(Work instructions) An exact, complete copy of the entries is what is needed.

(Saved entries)
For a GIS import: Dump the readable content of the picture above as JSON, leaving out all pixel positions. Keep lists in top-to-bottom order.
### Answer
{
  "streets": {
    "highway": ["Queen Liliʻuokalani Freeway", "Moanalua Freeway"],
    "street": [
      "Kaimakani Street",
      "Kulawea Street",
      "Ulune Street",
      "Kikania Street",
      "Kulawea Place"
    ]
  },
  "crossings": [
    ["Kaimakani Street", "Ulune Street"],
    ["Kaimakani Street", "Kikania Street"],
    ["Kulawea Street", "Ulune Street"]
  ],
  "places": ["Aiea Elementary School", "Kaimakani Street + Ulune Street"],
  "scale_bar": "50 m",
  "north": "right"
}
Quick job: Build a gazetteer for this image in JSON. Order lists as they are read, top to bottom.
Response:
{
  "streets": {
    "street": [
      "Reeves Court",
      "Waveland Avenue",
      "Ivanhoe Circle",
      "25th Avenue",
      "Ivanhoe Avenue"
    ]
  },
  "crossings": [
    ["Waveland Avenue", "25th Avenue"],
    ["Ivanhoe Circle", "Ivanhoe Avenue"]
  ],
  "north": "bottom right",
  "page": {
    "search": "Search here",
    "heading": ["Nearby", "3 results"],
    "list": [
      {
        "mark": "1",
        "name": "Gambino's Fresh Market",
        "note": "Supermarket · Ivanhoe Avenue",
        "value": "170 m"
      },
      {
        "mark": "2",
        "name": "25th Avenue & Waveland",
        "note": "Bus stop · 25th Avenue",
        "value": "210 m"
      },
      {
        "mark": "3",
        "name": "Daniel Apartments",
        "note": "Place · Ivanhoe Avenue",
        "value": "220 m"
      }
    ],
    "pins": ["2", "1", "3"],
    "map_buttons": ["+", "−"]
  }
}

(Result below)
For a GIS import: Dump the readable content of the picture above as JSON, leaving out all pixel positions. Keep lists in top-to-bottom order.
### Answer
{
  "streets": {
    "highway": ["Queen Liliʻuokalani Freeway", "Moanalua Freeway"],
    "street": [
      "Kaimakani Street",
      "Kulawea Street",
      "Ulune Street",
      "Kikania Street",
      "Kulawea Place"
    ]
  },
  "crossings": [
    ["Kaimakani Street", "Ulune Street"],
    ["Kaimakani Street", "Kikania Street"],
    ["Kulawea Street", "Ulune Street"]
  ],
  "places": ["Aiea Elementary School", "Kaimakani Street + Ulune Street"],
  "scale_bar": "50 m",
  "north": "right"
}
Quick job: Build a gazetteer for this image in JSON. Order lists as they are read, top to bottom.
Response:
{
  "streets": {
    "street": [
      "Reeves Court",
      "Waveland Avenue",
      "Ivanhoe Circle",
      "25th Avenue",
      "Ivanhoe Avenue"
    ]
  },
  "crossings": [
    ["Waveland Avenue", "25th Avenue"],
    ["Ivanhoe Circle", "Ivanhoe Avenue"]
  ],
  "north": "bottom right",
  "page": {
    "search": "Search here",
    "heading": ["Nearby", "3 results"],
    "list": [
      {
        "mark": "1",
        "name": "Gambino's Fresh Market",
        "note": "Supermarket · Ivanhoe Avenue",
        "value": "170 m"
      },
      {
        "mark": "2",
        "name": "25th Avenue & Waveland",
        "note": "Bus stop · 25th Avenue",
        "value": "210 m"
      },
      {
        "mark": "3",
        "name": "Daniel Apartments",
        "note": "Place · Ivanhoe Avenue",
        "value": "220 m"
      }
    ],
    "pins": ["2", "1", "3"],
    "map_buttons": ["+", "−"]
  }
}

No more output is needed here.